Optimising $first aggregations (SQL having max() equivalent)

Matthew_Shaylor · November 14, 2022, 11:59am

In our project records look something like this:

{
  name: "foo",
  businessDate: 20221113,
  version: 3
  ...
}

My problem is I need to find the highest versioned record for each name and date. If I have an index on name:1, businessDate: -1, version -1, then I can take the first record for each index. Something like so:

 {
    $sort: {
        name: 1,
        businessDate: -1,
        version: -1
    }
}
{
    $group: {
        _id: {
            name: '$name',
            date: '$businessDate'
        },
        first: {
            $first: '$$ROOT'
        }
    }
}, {
    $replaceRoot: {
        newRoot: '$first'
    }
}

This works fine, and appears to be leveraging the index. However it goes a LOT slower than a simple query to find the oldest version: {$match: { version: 0}} - which ideally should be equally fast! Worse if the query is big enough I get out-of-memory errors with my group stage.

According to the documentation $group can use an index in this situation to speed things up. However when I did an explain I couldn’t see any evidence for this.

Is it possible to check this optimisation is taking effect?

How can I get the query that returns the latest version to be just as fast as the query that returns the oldest version?

Doug_Duncan · November 14, 2022, 1:46pm

Hi @Matthew_Shaylor , and welcome back to the community forums.

I just tested your query against a very small number of documents and I see that the aggregation is using an index:

Can you state how many documents are in your collection? It appears that there are other fields that are not being shown. Are there a large number of these fields? Is the document size large? All of this can play into things being slow.

Not knowing anything about your data it’s hard to build a representative test to say for sure how to speed things up, but the query should indeed be using an index.

Matthew_Shaylor · November 14, 2022, 2:52pm

@Doug_Duncan yeah I can see it uses an index. But it will use that index even if I pick a non-trivial GroupBy such as $count() - so that use of the index alone is not enough to show any optimisation has occured.

There are other fields in the documents, average document size is 25kb. There are a few million documents in the collection - though for a given name and date usually there’s only a single document, sometimes up to 3 or 4 but rarely more than that.

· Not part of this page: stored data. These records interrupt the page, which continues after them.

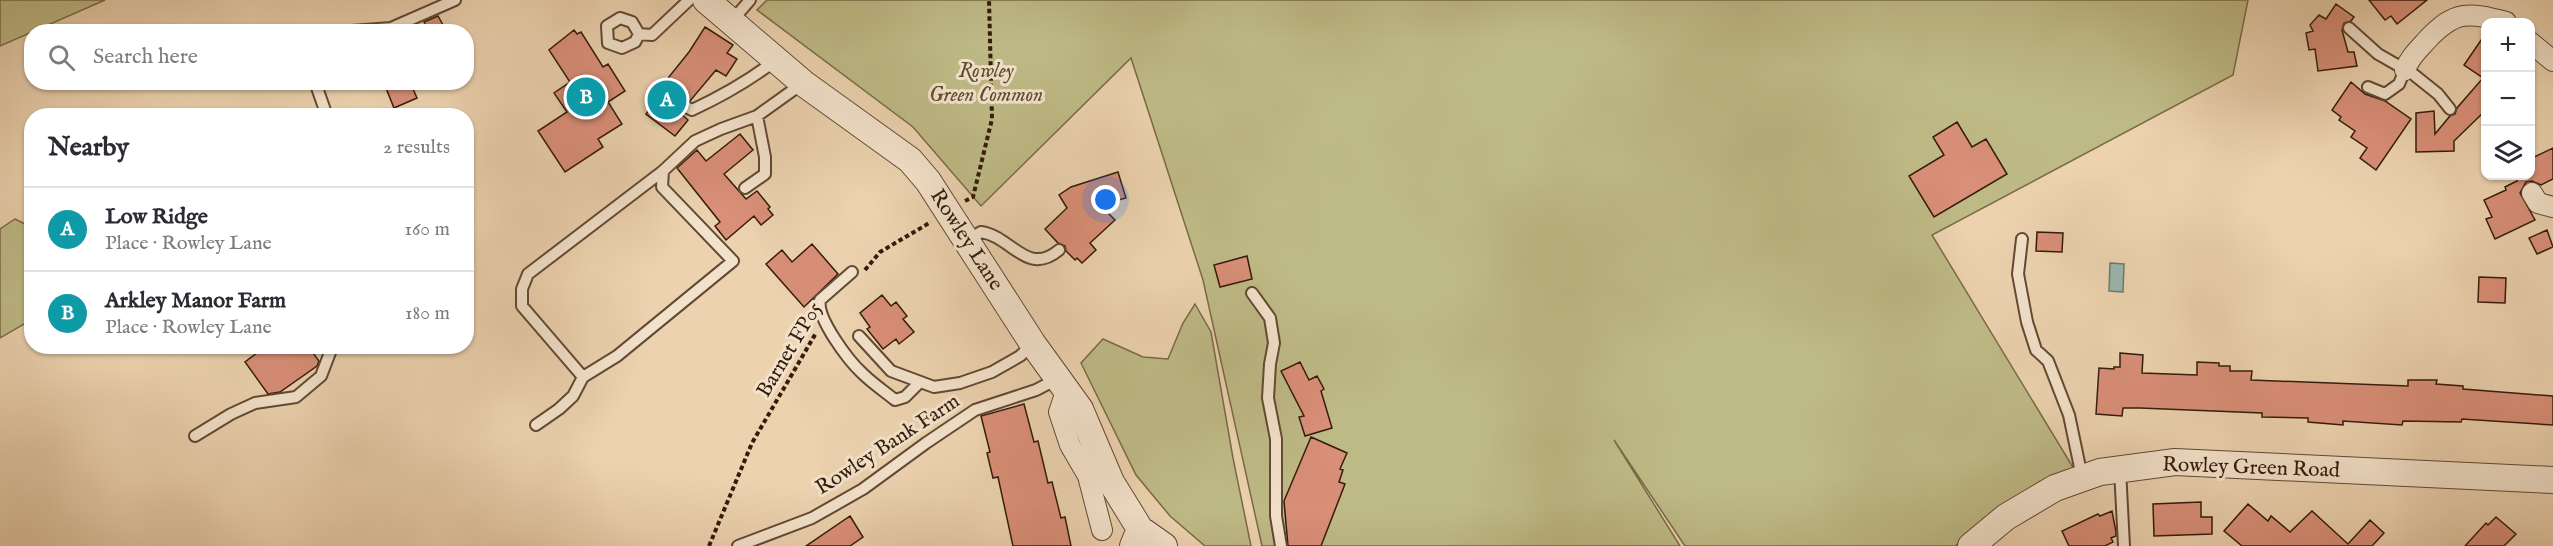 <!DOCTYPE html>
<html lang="en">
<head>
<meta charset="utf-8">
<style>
  :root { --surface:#fff; --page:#f7f7f7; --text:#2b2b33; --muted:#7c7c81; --line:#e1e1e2; --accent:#0f766e }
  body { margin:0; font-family:"IM FELL English",serif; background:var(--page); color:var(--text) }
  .controls { position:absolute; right:18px; top:18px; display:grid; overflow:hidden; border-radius:12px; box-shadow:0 2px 4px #0004 }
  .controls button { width:54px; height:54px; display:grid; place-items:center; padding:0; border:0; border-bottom:2px solid var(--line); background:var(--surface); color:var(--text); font:30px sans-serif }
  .you { position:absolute; left:1106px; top:200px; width:21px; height:21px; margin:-15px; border:4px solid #fff; border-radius:50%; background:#1a73e8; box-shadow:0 0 0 9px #1a73e833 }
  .badge { display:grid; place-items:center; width:39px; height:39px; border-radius:50%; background:var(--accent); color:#fff; font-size:20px; font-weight:700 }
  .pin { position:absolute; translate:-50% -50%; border:3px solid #fff; box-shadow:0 2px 6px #0006 }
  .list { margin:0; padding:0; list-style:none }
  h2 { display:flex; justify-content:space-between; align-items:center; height:78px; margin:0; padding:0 24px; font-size:26px }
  h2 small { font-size:20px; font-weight:400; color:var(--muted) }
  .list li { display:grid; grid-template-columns:39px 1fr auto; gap:18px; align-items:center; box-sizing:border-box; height:84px; padding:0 24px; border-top:2px solid var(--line) }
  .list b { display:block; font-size:22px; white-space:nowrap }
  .list p { margin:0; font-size:20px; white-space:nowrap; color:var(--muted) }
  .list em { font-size:20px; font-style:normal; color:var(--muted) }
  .icon { flex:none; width:33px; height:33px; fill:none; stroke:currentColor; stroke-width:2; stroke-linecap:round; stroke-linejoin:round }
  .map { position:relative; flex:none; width:2553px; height:546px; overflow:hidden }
  .search { position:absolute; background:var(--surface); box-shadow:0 2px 4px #0004; left:24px; top:24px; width:450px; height:66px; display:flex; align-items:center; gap:15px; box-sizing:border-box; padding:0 21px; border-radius:24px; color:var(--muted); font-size:22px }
  .panel { position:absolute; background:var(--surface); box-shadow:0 2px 4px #0004; left:24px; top:108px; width:450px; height:246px; border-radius:24px }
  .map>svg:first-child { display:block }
  .green { fill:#beba86; stroke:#796a48; stroke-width:1.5 }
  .water { fill:#99b7ae; stroke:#71796d; stroke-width:1.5 }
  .building { fill:#d98f78; stroke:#341b0b; stroke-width:1.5 }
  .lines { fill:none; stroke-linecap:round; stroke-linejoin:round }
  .service-casing { stroke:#624934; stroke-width:14 }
  .minor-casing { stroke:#624934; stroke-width:22 }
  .tertiary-casing { stroke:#624934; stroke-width:28 }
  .path { stroke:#341b0b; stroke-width:4; stroke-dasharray:4.5 3; stroke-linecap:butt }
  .service { stroke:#f3e2cb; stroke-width:10 }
  .minor { stroke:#f3e2cb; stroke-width:20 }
  .tertiary { stroke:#f3e2cb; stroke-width:26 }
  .labels { text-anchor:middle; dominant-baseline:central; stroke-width:6; stroke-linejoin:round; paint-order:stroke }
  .park-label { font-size:21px; font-style:italic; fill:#5d4b30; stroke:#f3e2cb }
  .street-label { font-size:21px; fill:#341b0b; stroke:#f3e2cb }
</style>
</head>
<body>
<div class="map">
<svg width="2553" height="546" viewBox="0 0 2553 546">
  <rect width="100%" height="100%" fill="#ecd2af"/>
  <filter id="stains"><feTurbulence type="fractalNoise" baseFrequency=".00333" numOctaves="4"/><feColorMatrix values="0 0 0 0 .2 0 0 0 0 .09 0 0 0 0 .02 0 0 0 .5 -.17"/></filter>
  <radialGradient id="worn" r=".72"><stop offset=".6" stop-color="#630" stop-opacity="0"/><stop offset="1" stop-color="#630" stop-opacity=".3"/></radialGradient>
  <path class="green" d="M 0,0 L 105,0 L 0,46 Z
    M 767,0 L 2248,0 L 2233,75 L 1932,235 L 2074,469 L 2006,506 L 1955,546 L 1685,546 L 1614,440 L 1680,546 L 1262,546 L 1203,280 L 1131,58 L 981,206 L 913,127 L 757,10 Z
    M 15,219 L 31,227 L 31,320 L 0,338 L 0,229 Z
    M 1195,304 L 1211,332 L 1233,458 L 1251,546 L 1205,546 L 1170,516 L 1136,475 L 1081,363 L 1103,339 L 1143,357 L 1168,359 L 1183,323 Z"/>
  <path class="water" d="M 2110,263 L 2124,264 L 2123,292 L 2109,291 Z"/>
  <path class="building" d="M 2369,0 L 2427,0 L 2397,24 L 2391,16 L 2385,20 Z
    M 2336,4 L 2354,17 L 2351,21 L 2344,23 L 2342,30 L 2348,52 L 2354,52 L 2357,66 L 2318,71 L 2315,49 L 2309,50 L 2306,33 L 2313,31 L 2310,25 L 2319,15 L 2326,19 Z
    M 438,16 L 447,32 L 429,32 L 424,22 Z
    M 705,27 L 733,45 L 727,53 L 737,59 L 726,76 L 716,70 L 690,101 L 683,99 L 678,102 L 677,110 L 688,120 L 675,136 L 646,114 L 656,101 L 652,98 L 689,52 Z
    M 574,30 L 577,34 L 581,32 L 603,67 L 608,64 L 625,91 L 608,102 L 622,124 L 598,139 L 603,147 L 565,172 L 538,131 L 567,112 L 554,93 L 570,82 L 549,50 Z
    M 2486,33 L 2486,110 L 2454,141 L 2454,151 L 2416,152 L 2416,113 L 2434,111 L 2435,134 L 2450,116 L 2455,114 L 2457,108 L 2483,78 L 2464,65 Z
    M 398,82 L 410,82 L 417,98 L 394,108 L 386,88 Z
    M 2351,82 L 2365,94 L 2385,101 L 2411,119 L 2376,170 L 2360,158 L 2367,148 L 2351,137 L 2355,131 L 2339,120 L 2341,117 L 2332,110 Z
    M 1957,122 L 1972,147 L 1986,139 L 2007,174 L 1934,217 L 1909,176 L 1944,155 L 1933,137 Z
    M 740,134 L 753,150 L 724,174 L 746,199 L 757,191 L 770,207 L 768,209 L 773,215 L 761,225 L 754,216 L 726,240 L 715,226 L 720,222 L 677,168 L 697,150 L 706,161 Z
    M 2553,148 L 2553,179 L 2541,185 L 2532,181 L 2526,182 L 2520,193 L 2535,220 L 2495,239 L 2486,219 L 2492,217 L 2484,200 L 2506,190 L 2505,187 L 2517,181 L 2515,176 L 2530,176 L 2530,159 Z
    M 1118,172 L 1126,198 L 1100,205 L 1115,220 L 1090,243 L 1096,250 L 1082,263 L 1077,258 L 1075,260 L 1066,251 L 1065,246 L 1058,243 L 1045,229 L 1067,208 L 1059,195 L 1071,187 Z
    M 2547,230 L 2553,247 L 2537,254 L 2529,238 Z
    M 2037,232 L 2063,233 L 2062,252 L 2036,251 Z
    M 812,244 L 838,274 L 804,307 L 766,264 L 782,250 L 792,262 Z
    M 1247,256 L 1252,279 L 1220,287 L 1214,265 Z
    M 2479,277 L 2506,278 L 2505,303 L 2478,302 Z
    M 882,295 L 891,306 L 896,302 L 907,316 L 903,319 L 914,332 L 899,344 L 896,339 L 883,349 L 867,329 L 870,327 L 860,313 Z
    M 266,346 L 308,346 L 319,361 L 317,366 L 280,392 L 268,394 L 245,362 Z
    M 2120,353 L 2143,355 L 2142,373 L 2197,375 L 2197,362 L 2219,363 L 2219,366 L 2230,366 L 2230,371 L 2252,371 L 2251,380 L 2408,386 L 2408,380 L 2437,380 L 2436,384 L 2463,386 L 2463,389 L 2553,396 L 2553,425 L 2462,419 L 2461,422 L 2403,421 L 2402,425 L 2343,421 L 2343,425 L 2308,422 L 2308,418 L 2262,417 L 2262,413 L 2140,408 L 2123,408 L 2122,416 L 2096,414 L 2099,368 L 2114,369 L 2114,367 L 2120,367 Z
    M 1300,362 L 1309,380 L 1317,376 L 1324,389 L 1321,391 L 1332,428 L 1305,436 L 1299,417 L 1304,416 L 1281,371 Z
    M 1024,404 L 1034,442 L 1038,441 L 1048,483 L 1052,482 L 1061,518 L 1065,517 L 1071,546 L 1013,546 L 998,477 L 993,478 L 987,453 L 990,452 L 981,416 Z
    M 1311,437 L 1347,453 L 1340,469 L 1343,470 L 1339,482 L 1345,484 L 1321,546 L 1288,546 L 1284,501 Z
    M 2201,502 L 2201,517 L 2212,517 L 2212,534 L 2154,536 L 2153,504 Z
    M 2248,504 L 2268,521 L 2271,516 L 2290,532 L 2312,511 L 2348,544 L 2370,520 L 2384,533 L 2372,546 L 2242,546 L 2224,531 Z
    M 2112,511 L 2116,532 L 2116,536 L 2111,538 L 2113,542 L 2105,546 L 2069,546 L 2062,531 L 2098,514 L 2100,516 Z
    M 850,516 L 863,537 L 850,546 L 806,546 Z
    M 2496,517 L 2516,534 L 2504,546 L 2465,546 L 2486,523 L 2488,525 Z"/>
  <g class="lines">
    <defs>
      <path id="service" d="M 620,18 L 632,22 L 639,34 L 635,42 L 622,48 L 608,43 L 607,26 Z
        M 731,22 L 750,0
        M 2349,28 L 2378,54 L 2413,74 L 2438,94 L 2450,109
        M 338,32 L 391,28 L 455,0
        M 639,34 L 652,35 L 689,0
        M 315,82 L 327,116
        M 2368,87 L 2385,94 L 2399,84 L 2405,70
        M 684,106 L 692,110 C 722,96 750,80 776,60
        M 745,188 L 765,174 L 765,157 L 757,116 L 803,83
        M 2022,239 L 2018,274 L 2027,322 L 2036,350 L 2048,361 L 2069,415 L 2082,477
        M 967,241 L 981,232 C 1011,236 1027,277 1059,250
        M 852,272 L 820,300 C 816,318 849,361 862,373 C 872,383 884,391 895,400 L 905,397 L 920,382
        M 1252,293 L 1270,318 L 1274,343 L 1270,364 L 1268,398 L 1276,439 L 1276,516 L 1281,546
        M 859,336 L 891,371 L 934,387 L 960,383 L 992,372 L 1020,356 L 1033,344
        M 583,377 L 522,306 L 522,289 L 528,274 L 663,171
        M 536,425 L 559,409 L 573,396 L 583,377 L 617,356 L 733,261 L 662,187 L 663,171 L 695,141 L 721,129 L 757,116
        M 195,436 L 231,414 L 255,403 L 296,397 L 321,376 L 331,350 L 335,346
        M 2120,469 L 2124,546
        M 738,546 L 812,518 L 863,489 L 926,443 L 975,410 L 1036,390 L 1057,379"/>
      <path id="minor" d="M 2530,42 L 2553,61
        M 2405,70 C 2410,57 2418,50 2427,40 C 2455,10 2468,12 2506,22
        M 2532,193 L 2538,203 L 2553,207
        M 1067,389 L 1059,412 L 1070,445 L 1088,476 L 1102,530"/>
      <path id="tertiary" d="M 706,0 L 803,83 L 910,160 L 928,181 L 1033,344 L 1080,409 L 1111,482 L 1140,529 L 1133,546
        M 1140,529 L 1164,546
        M 1971,546 L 2006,517 L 2055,488 L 2100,472 L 2175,462 L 2553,480"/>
    </defs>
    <use href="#service" class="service-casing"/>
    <use href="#minor" class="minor-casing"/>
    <use href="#tertiary" class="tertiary-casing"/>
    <path class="path" d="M 965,201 L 973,197 L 992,119 L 989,0
      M 865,270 L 880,252 L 931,222
      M 709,546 L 752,443 L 816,333"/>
    <use href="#service" class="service"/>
    <use href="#minor" class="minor"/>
    <use href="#tertiary" class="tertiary"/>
  </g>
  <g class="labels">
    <g class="park-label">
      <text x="986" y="71">Rowley<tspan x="986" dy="24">Green Common</tspan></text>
    </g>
    <g class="street-label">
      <text transform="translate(966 240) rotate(57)">Rowley Lane</text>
      <text transform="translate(790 350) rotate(-59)">Barnet FP05</text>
      <text transform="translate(888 445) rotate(-33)">Rowley Bank Farm</text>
      <text transform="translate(2251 468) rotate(2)">Rowley Green Road</text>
    </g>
  </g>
  <rect width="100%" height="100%" filter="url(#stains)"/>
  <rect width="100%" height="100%" fill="url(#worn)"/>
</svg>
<div class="controls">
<button>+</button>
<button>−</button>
<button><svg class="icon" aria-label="layers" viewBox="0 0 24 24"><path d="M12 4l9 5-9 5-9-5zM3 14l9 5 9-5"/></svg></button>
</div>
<div class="you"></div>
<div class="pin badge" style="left:667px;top:100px;background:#0f9aa8">A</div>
<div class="pin badge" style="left:586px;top:97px;background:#0f9aa8">B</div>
<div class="search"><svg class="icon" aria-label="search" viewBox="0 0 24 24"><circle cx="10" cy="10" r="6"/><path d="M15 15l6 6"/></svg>Search here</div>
<section class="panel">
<h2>Nearby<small>2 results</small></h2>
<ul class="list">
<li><span class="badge" style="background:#0f9aa8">A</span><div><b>Low Ridge</b><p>Place · Rowley Lane</p></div><em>160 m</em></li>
<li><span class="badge" style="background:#0f9aa8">B</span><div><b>Arkley Manor Farm</b><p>Place · Rowley Lane</p></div><em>180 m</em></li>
</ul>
</section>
</div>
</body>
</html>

Here’s another way of looking at the issue: Let’s say I have the following pipline:

{
  $match: {
     businessDate: 20221114,
     version: 1
  }
},
 {
    $sort: {
        name: 1,
        businessDate: -1,
        version: -1
    }
}
{
    $group: {
        _id: {
            name: '$name',
            date: '$businessDate'
        },
        first: {
            $first: '$$ROOT'
        }
    }
}, {
    $replaceRoot: {
        newRoot: '$first'
    }
}

If I query this way, it should be VERY fast because each groupby will contain a single document (because all index fields are either in the $match filter or the $groupby index, and the collection index is unique). However it seems MongoDb isn’t able to leverage this, so the query is slow. I think that even though the indexes guarantee there’s only a single document in the groupby, the pipeline has to wait until all documents have been processed before returning anything!